Nikki is a friend I met through NaNoWriMo. We have a lot in common, despite a 12 year age difference. She’s been living in the house on the third floor and has been our unofficial nanny/nurse/chief coffee drinker since she moved in. Since I’ve been remiss on writing about the kids, Nikki wrote a guest post. She might become my regular, unpaid guest blogger until my brain is less muddled and full of bees.
My alarm goes off at 6:55, and resisting the urge to hit snooze, I jump out of bed. Jump is a misnomer here. It’s more like I don’t even think about the fact that prior to two weeks ago, this waking time did not exist for me. I stand up, grab my iPhone, tweet my location on Foursquare so as to not be ousted as mayor of Casa Estrogen, and head downstairs.
If I was smart, I would have pre-set the coffee for the night before. It took me several days at the Del Bueno household to remember this trick from my early college years. Downstairs, I spring into action. Set out two kid’s cereal bowls, one child spoon, one adult spoon. I make an educated guess as to what cereal they will want for breakfast and set it, along with the milk on the counter. Everything is ready to go. I make sure that the set up is in the correct seats, because all hell will break loose at the kitchen table if the seating chart gets messed up and Arden has to sit in Lily’s seat or vice versa. It sounds silly, it sounds trite, and you are shaking your head over something so trivial. But remember back to your childhood. If you had siblings, you went through the same thing. I know I did. Ever rooted in tradition, my little brother still likes to mess up how we sit as a famiglia when we come together for the rare dinner.
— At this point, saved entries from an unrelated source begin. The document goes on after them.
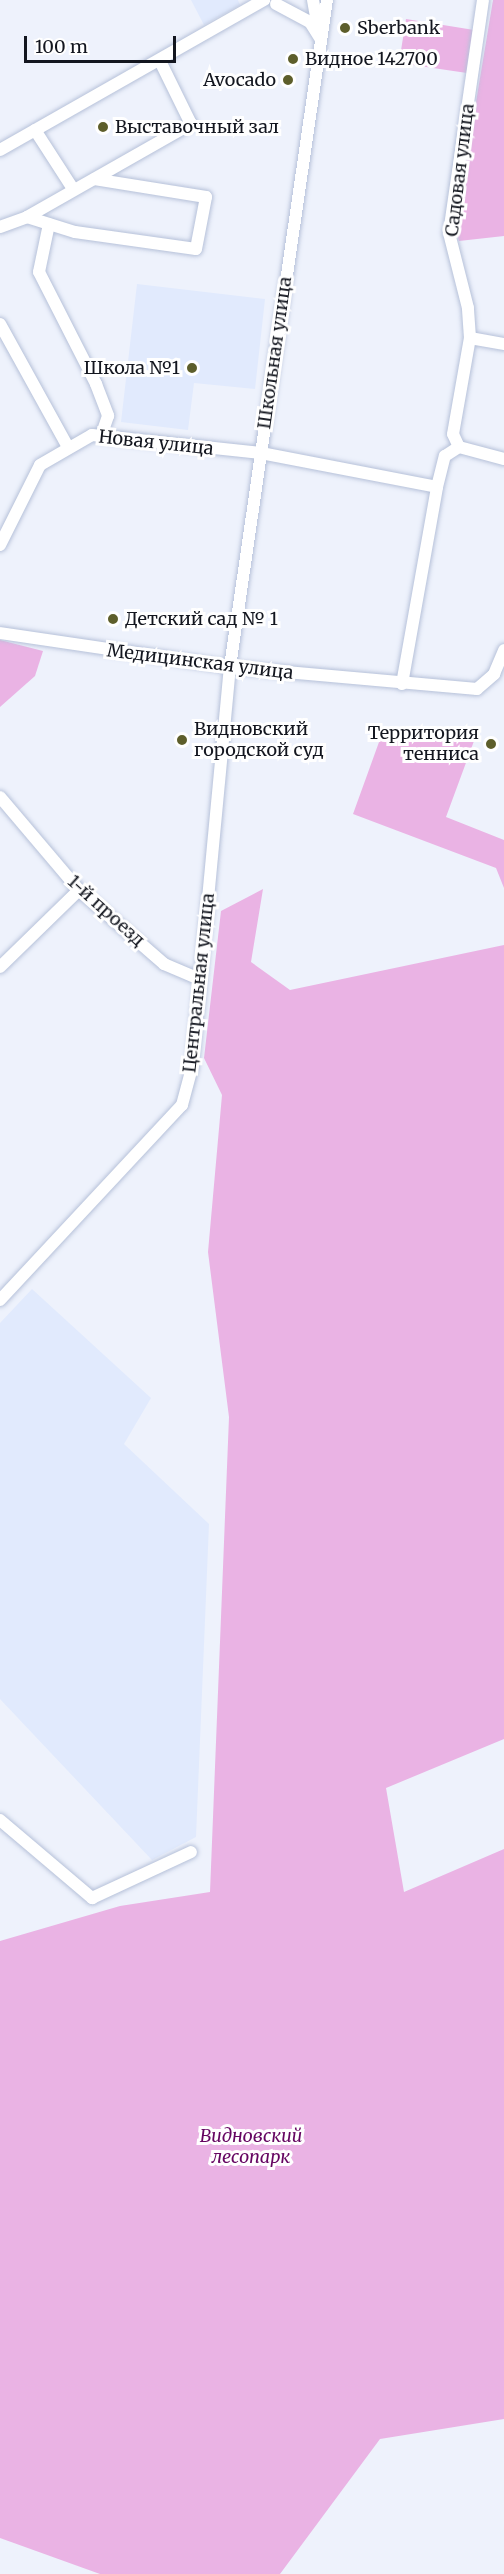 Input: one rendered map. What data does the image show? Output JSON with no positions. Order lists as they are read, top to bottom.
{
  "streets": {
    "street": [
      "Садовая улица",
      "Школьная улица",
      "Новая улица",
      "Медицинская улица",
      "1-й проезд",
      "Центральная улица"
    ]
  },
  "crossings": [
    ["Школьная улица", "Новая улица"],
    ["Школьная улица", "Медицинская улица"],
    ["Школьная улица", "Центральная улица"],
    ["Медицинская улица", "Центральная улица"],
    ["1-й проезд", "Центральная улица"]
  ],
  "parks": ["Видновский лесопарк"],
  "places": [
    "Sberbank",
    "Видное 142700",
    "Avocado",
    "Выставочный зал",
    "Школа №1",
    "Детский сад № 1",
    "Видновский городской суд",
    "Территория тенниса"
  ],
  "scale_bar": "100 m"
} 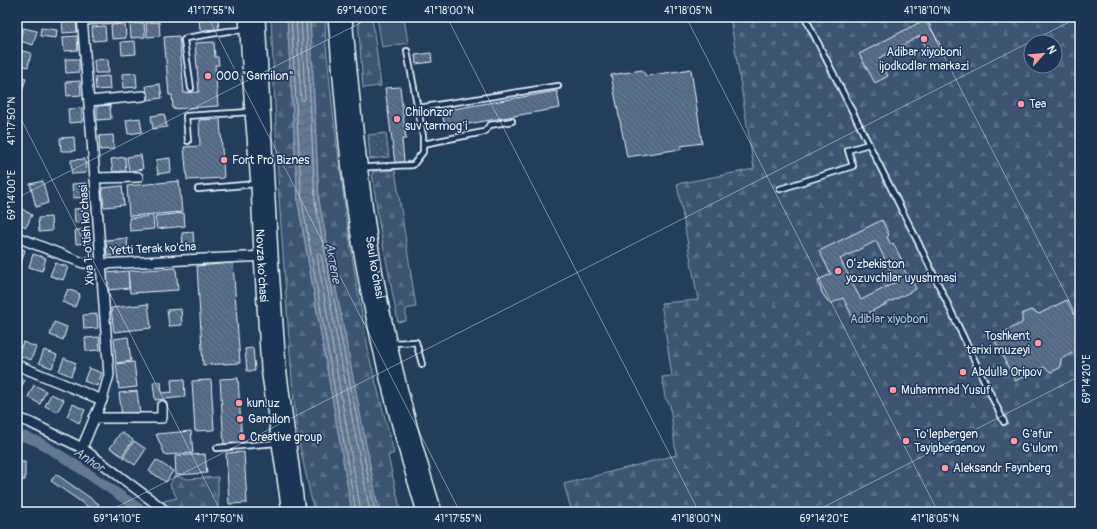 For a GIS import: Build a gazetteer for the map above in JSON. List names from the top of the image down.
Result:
{
  "streets": {
    "main road": ["Novza ko'chasi", "Seul ko'chasi"],
    "street": ["Xiva 1-o'tish ko'chasi", "Yetti Terak ko'cha"]
  },
  "crossings": [
    ["Xiva 1-o'tish ko'chasi", "Yetti Terak ko'cha"],
    ["Yetti Terak ko'cha", "Novza ko'chasi"]
  ],
  "water": ["Актепе", "Anhor"],
  "parks": ["Adiblar xiyoboni"],
  "places": [
    "Adibar xiyoboni ijodkodlar markazi",
    "ООО \"Gamilon\"",
    "Tea",
    "Chilonzor suv tarmog‘i",
    "Fort Pro Biznes",
    "Oʻzbekiston yozuvchilar uyushmasi",
    "Toshkent tarixi muzeyi",
    "Abdulla Oripov",
    "Muhammad Yusuf",
    "kun.uz",
    "Gamilon",
    "Creative group",
    "To'lepbergen Tayipbergenov",
    "G'afur G'ulom",
    "Aleksandr Faynberg"
  ],
  "north": "top right",
  "coordinates": [
    "41°17'55\"N",
    "69°14'00\"E",
    "41°18'00\"N",
    "41°18'05\"N",
    "41°18'10\"N",
    "41°17'50\"N",
    "69°14'20\"E",
    "69°14'10\"E"
  ]
} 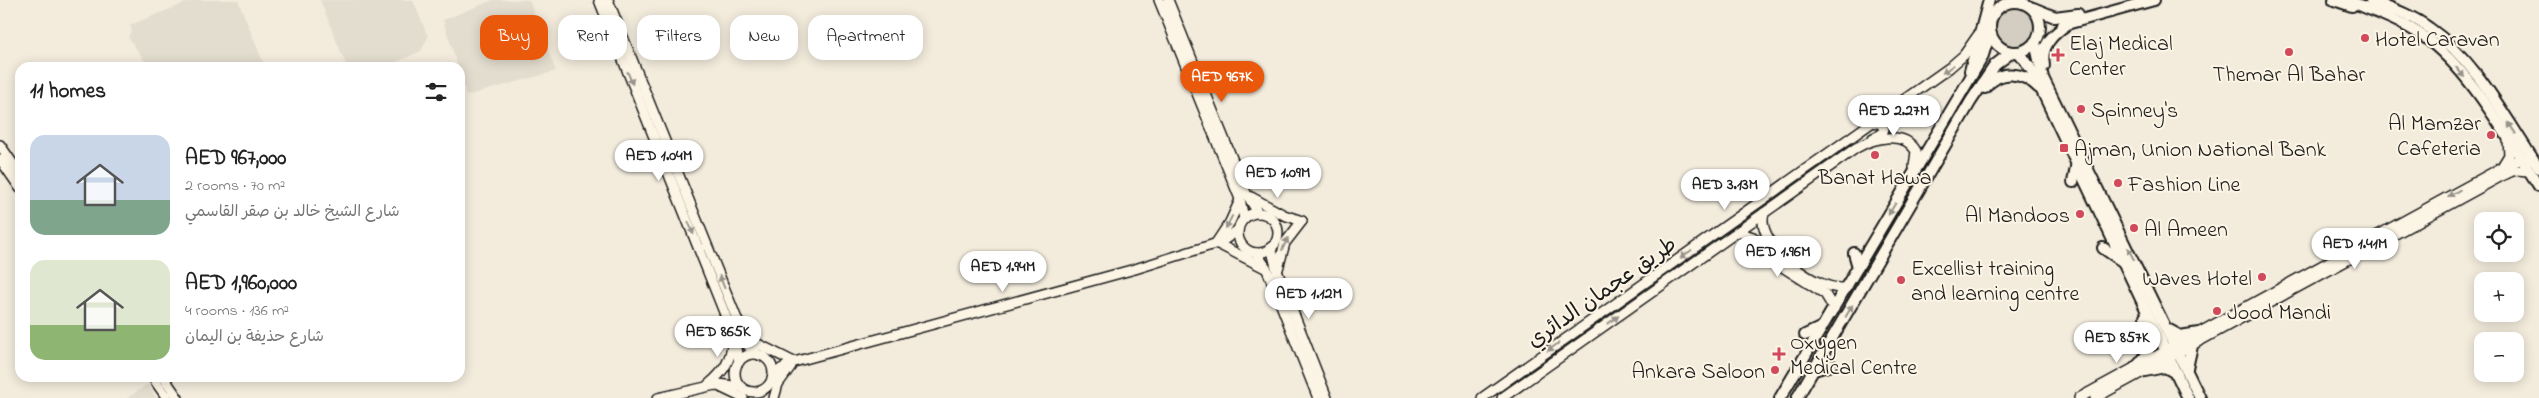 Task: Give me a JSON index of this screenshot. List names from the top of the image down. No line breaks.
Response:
{"streets":{"main road":["طريق عجمان الدائري"]},"places":{"other":["Hotel Caravan","Themar Al Bahar","Spinney's","Al Mamzar Cafeteria","Banat Hawa","Fashion Line","Al Mandoos","Al Ameen","Waves Hotel","Excellist training and learning centre","Jood Mandi","Ankara Saloon"],"health":["Elaj Medical Center","Oxygen Medical Centre"],"transit":["Ajman, Union National Bank"]},"page":{"chip":["Buy","Rent","Filters","New","Apartment"],"price":["AED 967K","AED 2.27M","AED 1.04M","AED 1.09M","AED 3.13M","AED 1.41M","AED 1.96M","AED 1.94M","AED 1.12M","AED 865K","AED 857K"],"heading":"11 homes","list":[{"name":"AED 967,000","note":"2 rooms · 70 m² · شارع الشيخ خالد بن صقر القاسمي"},{"name":"AED 1,960,000","note":"4 rooms · 136 m² · شارع حذيفة بن اليمان"}],"map_buttons":["+","−"]}}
I hear thumping down the stairs. The 63 pound yellow lab, who I joke (when the kids are not around, or course), is the biggest, dumbest lab I have ever seen, is awake and demands attention in the form of love and hugs and food. Most of the adults in the house know I say this in jest. I am a true animal lover. Careening towards the door like a bull in china shop, she demands (not begs, demands) to be let out. One she is done, I try and get her sit calmly…who am I kidding, I try to get her to sit at all, as I wipe her paws. She races towards her food as if she has just come from a famine. I guess several hours would be a famine for this big lovable lab. Right now we have abandoned ‘sit’ and are working on not jumping. If I time it right, I can get the dog settled (I laugh as I type settled) before I hear the pitter patter of the girls coming downstairs for breakfast. Lily is ready for school. Arden, her hair sticking up every which way, goes to school later. If I was her older sibling, I would be eternally resentful. I don’t know how Lily feels. Maybe she doesn’t value sleep like I do. Cereal is poured, silliness abounds. It took me a while to get used to one, eating breakfast; two, eating with 2 kids. They eat when they are hungry and stop when they are full. I had to be a member of the ‘clean plate club’ when I was their age, so seeing kids leave food on the plate and it being acceptable is something completely foreign to me. I also like calmness and order, since that’s the way it was in my house growing up. As anyone who has kids or has spent any significant amount of time with kids knows, calmness and order generally takes a gentle soar out the window when you have children in your presence. It was something I had to readily adapt to, and still am.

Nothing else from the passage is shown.